■ TASK DESCRIPTION ■
The material below contains a line with "312px,246px 324px,313px 362px,250px" and a line with "315px,1319px 427px,1248px 439px,1229px". Copy exactly those two lines and all lines between them.

■ DATASET RECORDS ■
▼▼▼
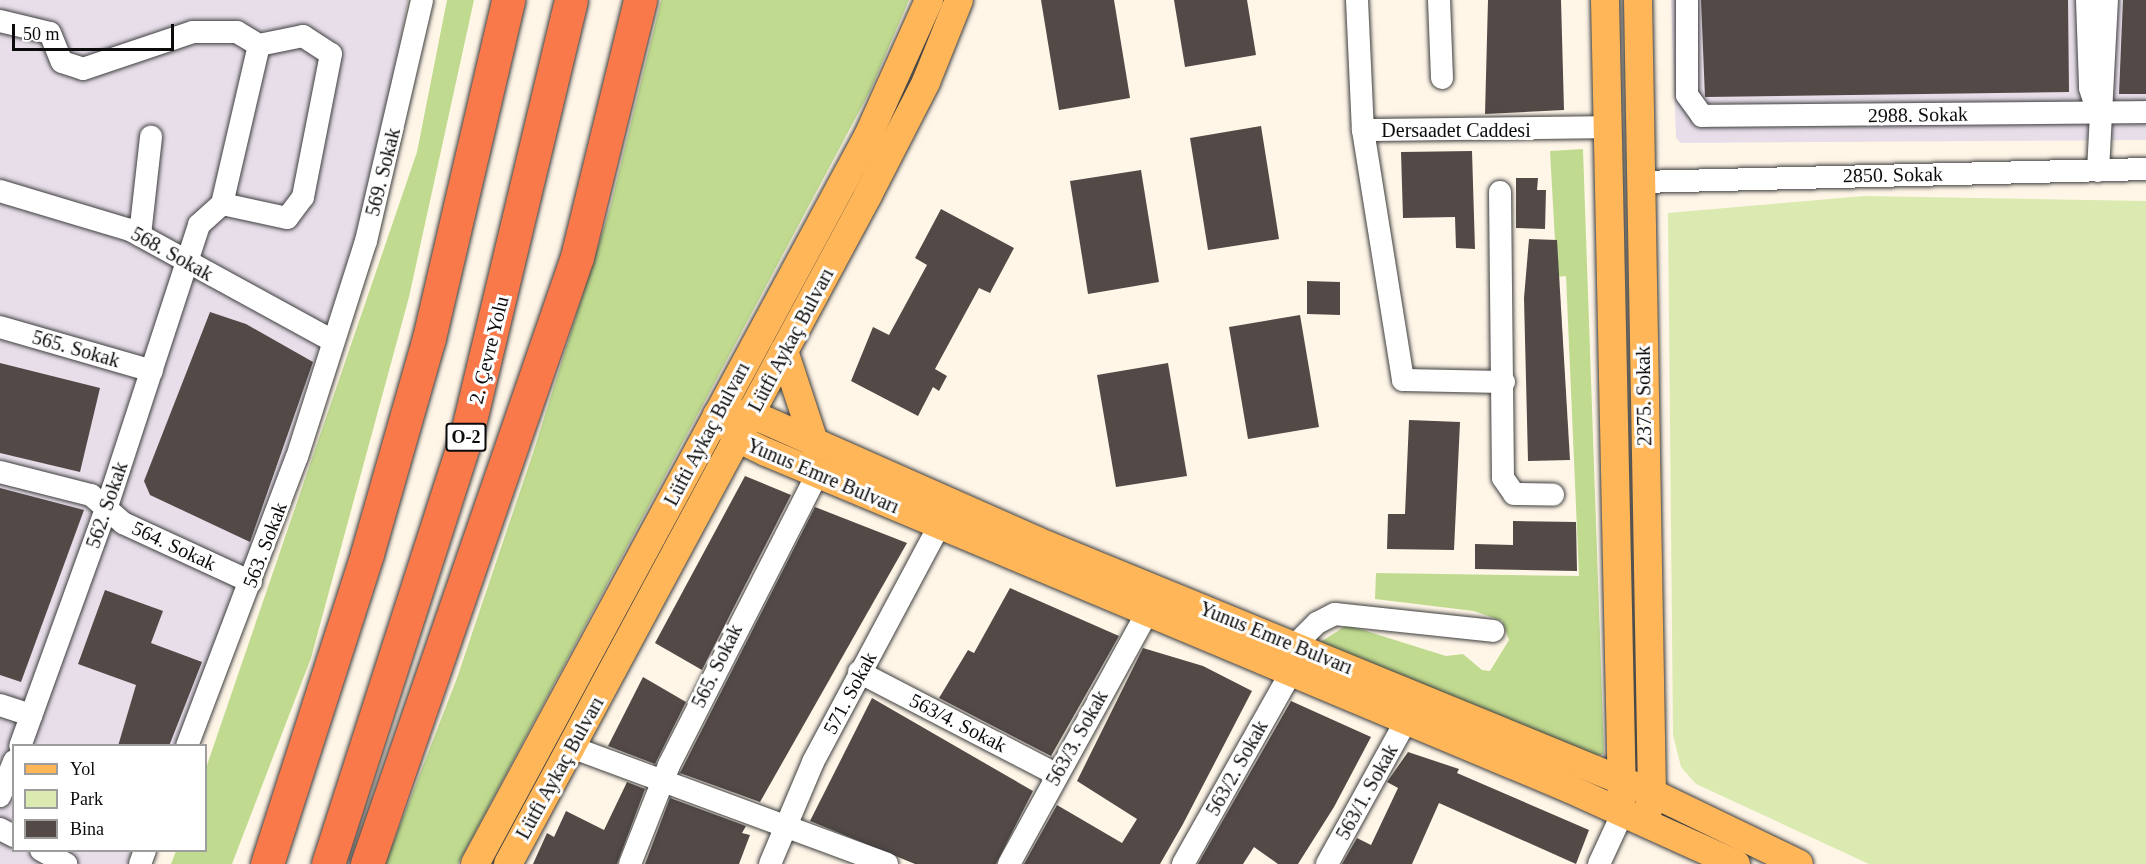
<!DOCTYPE html>
<html>
<head>
<meta charset="utf-8">
<style>
	body { margin:0 }
	#map { position:relative; width:2146px; height:864px; overflow:hidden; background:#fff6e8; font-family:Georgia,serif }
	div>[style] { position:absolute }
	.industrial>* { inset:0; background:#e7deea }
	.green>* { inset:0; background:#daeab1 }
	.forest>* { inset:0; background:#c0db90 }
	.building>* { inset:0; background:#534947 }
	.roads { filter:drop-shadow(0 0 2px #3e3e3e) drop-shadow(0 0 2px #3e3e3e) }
	.minor>* { height:22px; margin:-11px; padding:0 11px; transform-origin:11px; border-radius:11px; background:#fff }
	.major>* { height:28px; margin:-14px; padding:0 14px; transform-origin:14px; border-radius:14px; background:#feb659 }
	.highway>* { height:33px; margin:-16.5px; padding:0 16.5px; transform-origin:16.5px; border-radius:16.5px; background:#fa794b }
	span { translate:-50% -50%; white-space:nowrap; text-align:center; line-height:1.15; -webkit-text-stroke:6px #fff; paint-order:stroke }
	.shield-label span { padding:2px 4px; background:#fff; border:2px solid; border-radius:4px; -webkit-text-stroke-width:0 }
	.shield-label { font-size:18px; color:#0b0b0b; font-weight:700 }
	.street-label { font-size:20px; color:#0b0b0b }
	.legend { position:absolute; left:12px; top:744px; width:195px; height:108px; box-sizing:border-box; background:#fff; border:2px solid #9d9d9d; margin:0; padding:8px 10px; list-style:none; font-size:18px; color:#0b0b0b }
	.legend li { display:flex; align-items:center; gap:12px; height:30px }
	.legend b { width:30px; border:2px solid #9d9d9d }
	.scale { position:absolute; left:12px; top:24px; width:162px; height:27px; box-sizing:border-box; border:3px solid #0b0b0b; border-top:0; padding-left:8px; font-size:18px; line-height:21px; white-space:nowrap; color:#0b0b0b; -webkit-text-stroke:4px #fff; paint-order:stroke }
</style>
</head>
<body>
<div id="map">
	<div class="industrial">
		<i style="clip-path:polygon(0 0,408px 0,374px 178px,239px 598px,181px 745px,14px 746px,14px 850px,139px 851px,134px 864px,0 864px)"></i>
		<i style="clip-path:polygon(1671px 0,2146px 0,2146px 140px,1681px 143px,1676px 138px)"></i>
	</div>
	<div class="green">
		<i style="clip-path:polygon(1864px 196px,2146px 201px,2146px 864px,1869px 864px,1696px 784px,1681px 767px,1673px 735px,1668px 213px)"></i>
	</div>
	<div class="forest">
		<i style="clip-path:polygon(447px 0,474px 0,409px 297px,311px 658px,232px 864px,171px 864px,176px 851px,206px 850px,206px 768px,417px 152px)"></i>
		<i style="clip-path:polygon(661px 0,909px 0,870px 91px,458px 864px,385px 864px,457px 678px,533px 453px,610px 208px)"></i>
		<i style="clip-path:polygon(1583px 149px,1604px 754px,1590px 757px,1319px 643px,1347px 625px,1446px 656px,1463px 654px,1482px 670px,1490px 671px,1509px 640px,1502px 621px,1474px 611px,1375px 599px,1376px 573px,1579px 576px,1566px 276px,1557px 277px,1550px 151px)"></i>
	</div>
	<div class="building">
		<i style="clip-path:polygon(1041px 0,1114px 0,1130px 98px,1059px 110px)"></i>
		<i style="clip-path:polygon(1174px 0,1247px 0,1256px 55px,1185px 67px)"></i>
		<i style="clip-path:polygon(1488px 0,1561px 0,1564px 110px,1485px 114px)"></i>
		<i style="clip-path:polygon(1701px 0,2068px 0,2069px 92px,1705px 97px)"></i>
		<i style="clip-path:polygon(2123px 0,2146px 0,2146px 94px,2119px 94px)"></i>
		<i style="clip-path:polygon(1261px 126px,1279px 239px,1208px 250px,1190px 138px)"></i>
		<i style="clip-path:polygon(1472px 151px,1475px 249px,1456px 248px,1455px 217px,1403px 218px,1401px 152px)"></i>
		<i style="clip-path:polygon(1141px 170px,1159px 282px,1088px 294px,1070px 181px)"></i>
		<i style="clip-path:polygon(1516px 178px,1538px 178px,1537px 190px,1546px 190px,1545px 229px,1516px 228px)"></i>
		<i style="clip-path:polygon(941px 209px,1014px 248px,990px 293px,979px 288px,935px 369px,947px 376px,939px 391px,933px 387px,918px 416px,851px 381px,873px 327px,889px 335px,927px 265px,915px 258px)"></i>
		<i style="clip-path:polygon(1529px 239px,1557px 240px,1570px 460px,1528px 461px,1524px 298px)"></i>
		<i style="clip-path:polygon(1307px 281px,1340px 282px,1340px 315px,1307px 314px)"></i>
		<i style="clip-path:polygon(210px 312px,246px 324px,313px 362px,250px 542px,150px 495px,144px 481px)"></i>
		<i style="clip-path:polygon(1300px 315px,1319px 427px,1248px 439px,1229px 327px)"></i>
		<i style="clip-path:polygon(0 363px,100px 388px,80px 472px,0 453px)"></i>
		<i style="clip-path:polygon(1168px 363px,1187px 476px,1116px 487px,1097px 375px)"></i>
		<i style="clip-path:polygon(1409px 420px,1460px 422px,1454px 550px,1387px 549px,1388px 514px,1405px 514px)"></i>
		<i style="clip-path:polygon(745px 476px,791px 495px,702px 670px,655px 643px)"></i>
		<i style="clip-path:polygon(0 488px,84px 510px,21px 682px,0 675px)"></i>
		<i style="clip-path:polygon(815px 507px,907px 543px,760px 802px,680px 773px)"></i>
		<i style="clip-path:polygon(1513px 521px,1576px 522px,1577px 571px,1475px 569px,1475px 544px,1513px 545px)"></i>
		<i style="clip-path:polygon(1010px 588px,1119px 636px,1051px 756px,939px 698px,968px 650px,974px 653px)"></i>
		<i style="clip-path:polygon(105px 590px,163px 611px,151px 643px,202px 662px,169px 746px,118px 746px,136px 685px,78px 664px)"></i>
		<i style="clip-path:polygon(1143px 648px,1203px 666px,1252px 691px,1183px 824px,1160px 864px,1024px 864px,1057px 805px,1122px 843px,1137px 819px,1077px 781px)"></i>
		<i style="clip-path:polygon(643px 677px,686px 702px,655px 764px,608px 746px)"></i>
		<i style="clip-path:polygon(872px 698px,1033px 791px,996px 864px,915px 864px,810px 821px)"></i>
		<i style="clip-path:polygon(1291px 701px,1371px 737px,1334px 807px,1298px 864px,1278px 864px,1254px 847px,1243px 864px,1198px 864px)"></i>
		<i style="clip-path:polygon(1408px 752px,1459px 769px,1457px 773px,1589px 830px,1576px 864px,1439px 803px,1412px 864px,1342px 864px,1357px 838px,1371px 845px,1398px 788px,1387px 782px)"></i>
		<i style="clip-path:polygon(627px 782px,645px 789px,617px 864px,533px 864px,547px 833px,554px 837px,566px 811px,604px 830px)"></i>
		<i style="clip-path:polygon(670px 798px,746px 826px,742px 833px,750px 835px,739px 864px,645px 864px)"></i>
	</div>
	<div class="roads">
		<div class="minor">
			<i style="left:1357px;top:0;width:130px;rotate:87.4deg"></i>
			<i style="left:1363px;top:130px;width:244px;rotate:-0.7deg"></i>
			<i style="left:1439px;top:0;width:78px;rotate:87.8deg"></i>
			<i style="left:1687px;top:0;width:95px;rotate:90deg"></i>
			<i style="left:1687px;top:95px;width:26px;rotate:54deg"></i>
			<i style="left:1702px;top:116px;width:444px;rotate:-0.5deg"></i>
			<i style="left:2087px;top:0;width:88px;rotate:88deg"></i>
			<i style="left:2090px;top:88px;width:19px;rotate:72deg"></i>
			<i style="left:0;top:21px;width:51px;rotate:13.5deg"></i>
			<i style="left:50px;top:33px;width:31px;rotate:68deg"></i>
			<i style="left:62px;top:62px;width:22px;rotate:18deg"></i>
			<i style="left:83px;top:69px;width:116px;rotate:-18.6deg"></i>
			<i style="left:193px;top:32px;width:44px"></i>
			<i style="left:237px;top:32px;width:26px;rotate:31deg"></i>
			<i style="left:259px;top:45px;width:45px;rotate:-11.6deg"></i>
			<i style="left:303px;top:36px;width:33px;rotate:33deg"></i>
			<i style="left:331px;top:54px;width:146px;rotate:101.1deg"></i>
			<i style="left:303px;top:197px;width:26px;rotate:127deg"></i>
			<i style="left:287px;top:218px;width:66px;rotate:-167.8deg"></i>
			<i style="left:222px;top:204px;width:31px;rotate:138deg"></i>
			<i style="left:199px;top:225px;width:299px;rotate:108.1deg"></i>
			<i style="left:106px;top:509px;width:252px;rotate:109.9deg"></i>
			<i style="left:1363px;top:130px;width:253px;rotate:80.9deg"></i>
			<i style="left:1403px;top:380px;width:101px;rotate:1.1deg"></i>
			<i style="left:2098px;top:171px;width:171px;rotate:-87deg"></i>
			<i style="left:1641px;top:182px;width:505px;rotate:-1.47deg"></i>
			<i style="left:0;top:191px;width:136px;rotate:16.7deg"></i>
			<i style="left:130px;top:230px;width:231px;rotate:28.7deg"></i>
			<i style="left:1500px;top:192px;width:286px;rotate:89.4deg"></i>
			<i style="left:1503px;top:478px;width:19px;rotate:55deg"></i>
			<i style="left:1514px;top:494px;width:39px;rotate:1deg"></i>
			<i style="left:222px;top:204px;width:163px;rotate:-76.9deg"></i>
			<i style="left:140px;top:235px;width:99px;rotate:-83.6deg"></i>
			<i style="left:0;top:327px;width:158px;rotate:16.1deg"></i>
			<i style="left:0;top:472px;width:94px;rotate:14.2deg"></i>
			<i style="left:91px;top:495px;width:43px;rotate:41.2deg"></i>
			<i style="left:123px;top:523px;width:141px;rotate:24.7deg"></i>
			<i style="left:1295px;top:645px;width:31px;rotate:-45deg"></i>
			<i style="left:1317px;top:623px;width:20px;rotate:-27deg"></i>
			<i style="left:1335px;top:614px;width:159px;rotate:6.1deg"></i>
			<i style="left:859px;top:672px;width:222px;rotate:27.4deg"></i>
			<i style="left:0;top:705px;width:33px;rotate:18deg"></i>
			<i style="left:187px;top:746px;width:309px;rotate:-69.2deg"></i>
			<i style="left:297px;top:457px;width:227px;rotate:-72.3deg"></i>
			<i style="left:366px;top:241px;width:247px;rotate:-76.9deg"></i>
			<i style="left:571px;top:747px;width:337px;rotate:20.3deg"></i>
			<i style="left:0;top:796px;width:38px;rotate:-68deg"></i>
			<i style="left:0;top:829px;width:16px;rotate:27deg"></i>
			<i style="left:41px;top:850px;width:29px;rotate:29deg"></i>
			<i style="left:140px;top:864px;width:15px;rotate:-70deg"></i>
			<i style="left:630px;top:864px;width:106px;rotate:-68.5deg"></i>
			<i style="left:669px;top:765px;width:326px;rotate:-63deg"></i>
			<i style="left:770px;top:864px;width:111px;rotate:-67.1deg"></i>
			<i style="left:813px;top:762px;width:268px;rotate:-61.9deg"></i>
			<i style="left:1009px;top:864px;width:286px;rotate:-61.2deg"></i>
			<i style="left:1183px;top:864px;width:220px;rotate:-60.6deg"></i>
			<i style="left:1327px;top:864px;width:163px;rotate:-61.1deg"></i>
			<i style="left:1599px;top:864px;width:57px;rotate:-65.2deg"></i>
		</div>
		<div class="major">
			<i style="left:1605px;top:0;width:798px;rotate:88.78deg"></i>
			<i style="left:1638px;top:0;width:793px;rotate:88.99deg"></i>
			<i style="left:1652px;top:793px;width:17px;rotate:103deg"></i>
			<i style="left:784px;top:351px;width:99px;rotate:71.7deg"></i>
			<i style="left:717px;top:415px;width:34px;rotate:-2deg"></i>
			<i style="left:751px;top:414px;width:313px;rotate:23.9deg"></i>
			<i style="left:1037px;top:541px;width:665px;rotate:22.28deg"></i>
			<i style="left:1652px;top:793px;width:163px;rotate:25.8deg"></i>
			<i style="left:717px;top:415px;width:33px;rotate:47deg"></i>
			<i style="left:739px;top:439px;width:30px;rotate:26deg"></i>
			<i style="left:766px;top:452px;width:872px;rotate:22.74deg"></i>
			<i style="left:1570px;top:789px;width:182px;rotate:24.3deg"></i>
			<i style="left:475px;top:864px;width:827px;rotate:-61.64deg"></i>
			<i style="left:868px;top:136px;width:149px;rotate:-65.8deg"></i>
			<i style="left:508px;top:864px;width:760px;rotate:-61.71deg"></i>
			<i style="left:868px;top:195px;width:127px;rotate:-62.8deg"></i>
			<i style="left:926px;top:82px;width:88px;rotate:-68.1deg"></i>
		</div>
		<div class="highway">
			<i style="left:267px;top:864px;width:326px;rotate:-72.1deg"></i>
			<i style="left:367px;top:554px;width:225px;rotate:-74deg"></i>
			<i style="left:429px;top:338px;width:347px;rotate:-76.8deg"></i>
			<i style="left:328px;top:864px;width:453px;rotate:-72.1deg"></i>
			<i style="left:467px;top:433px;width:445px;rotate:-76.5deg"></i>
			<i style="left:367px;top:864px;width:642px;rotate:-70.92deg"></i>
			<i style="left:577px;top:257px;width:265px;rotate:-76.2deg"></i>
		</div>
	</div>
	<div class="shield-label">
		<span style="left:466px;top:437px">O-2</span>
	</div>
	<div class="street-label">
		<span style="left:1918px;top:115px;rotate:-1deg">2988. Sokak</span>
		<span style="left:1456px;top:130px">Dersaadet Caddesi</span>
		<span style="left:383px;top:172px;rotate:-76deg">569. Sokak</span>
		<span style="left:1893px;top:175px;rotate:-1deg">2850. Sokak</span>
		<span style="left:172px;top:254px;rotate:29deg">568. Sokak</span>
		<span style="left:791px;top:340px;rotate:-62deg">Lütfi Aykaç Bulvarı</span>
		<span style="left:76px;top:349px;rotate:16deg">565. Sokak</span>
		<span style="left:489px;top:350px;rotate:-76deg">2. Çevre Yolu</span>
		<span style="left:1644px;top:396px;rotate:-91deg">2375. Sokak</span>
		<span style="left:707px;top:434px;rotate:-62deg">Lüfti Aykaç Bulvarı</span>
		<span style="left:823px;top:476px;rotate:23deg">Yunus Emre Bulvarı</span>
		<span style="left:107px;top:505px;rotate:-71deg">562. Sokak</span>
		<span style="left:265px;top:545px;rotate:-69deg">563. Sokak</span>
		<span style="left:174px;top:546px;rotate:25deg">564. Sokak</span>
		<span style="left:1276px;top:638px;rotate:22deg">Yunus Emre Bulvarı</span>
		<span style="left:717px;top:666px;rotate:-64deg">565. Sokak</span>
		<span style="left:850px;top:693px;rotate:-62deg">571. Sokak</span>
		<span style="left:958px;top:723px;rotate:27deg">563/4. Sokak</span>
		<span style="left:1077px;top:738px;rotate:-61deg">563/3. Sokak</span>
		<span style="left:560px;top:768px;rotate:-61deg">Lütfi Aykaç Bulvarı</span>
		<span style="left:1237px;top:768px;rotate:-61deg">563/2. Sokak</span>
		<span style="left:1367px;top:792px;rotate:-61deg">563/1. Sokak</span>
	</div>
	<ul class="legend">
	<li><b style="height:8px;background:#feb659"></b>Yol</li>
	<li><b style="height:16px;background:#daeab1"></b>Park</li>
	<li><b style="height:16px;background:#534947"></b>Bina</li>
	</ul>
	<div class="scale">50 m</div>
</div>
</body>
</html>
▲▲▲
■ RESPONSE TO THIS EXERCISE ■
		<i style="clip-path:polygon(210px 312px,246px 324px,313px 362px,250px 542px,150px 495px,144px 481px)"></i>
		<i style="clip-path:polygon(1300px 315px,1319px 427px,1248px 439px,1229px 327px)"></i>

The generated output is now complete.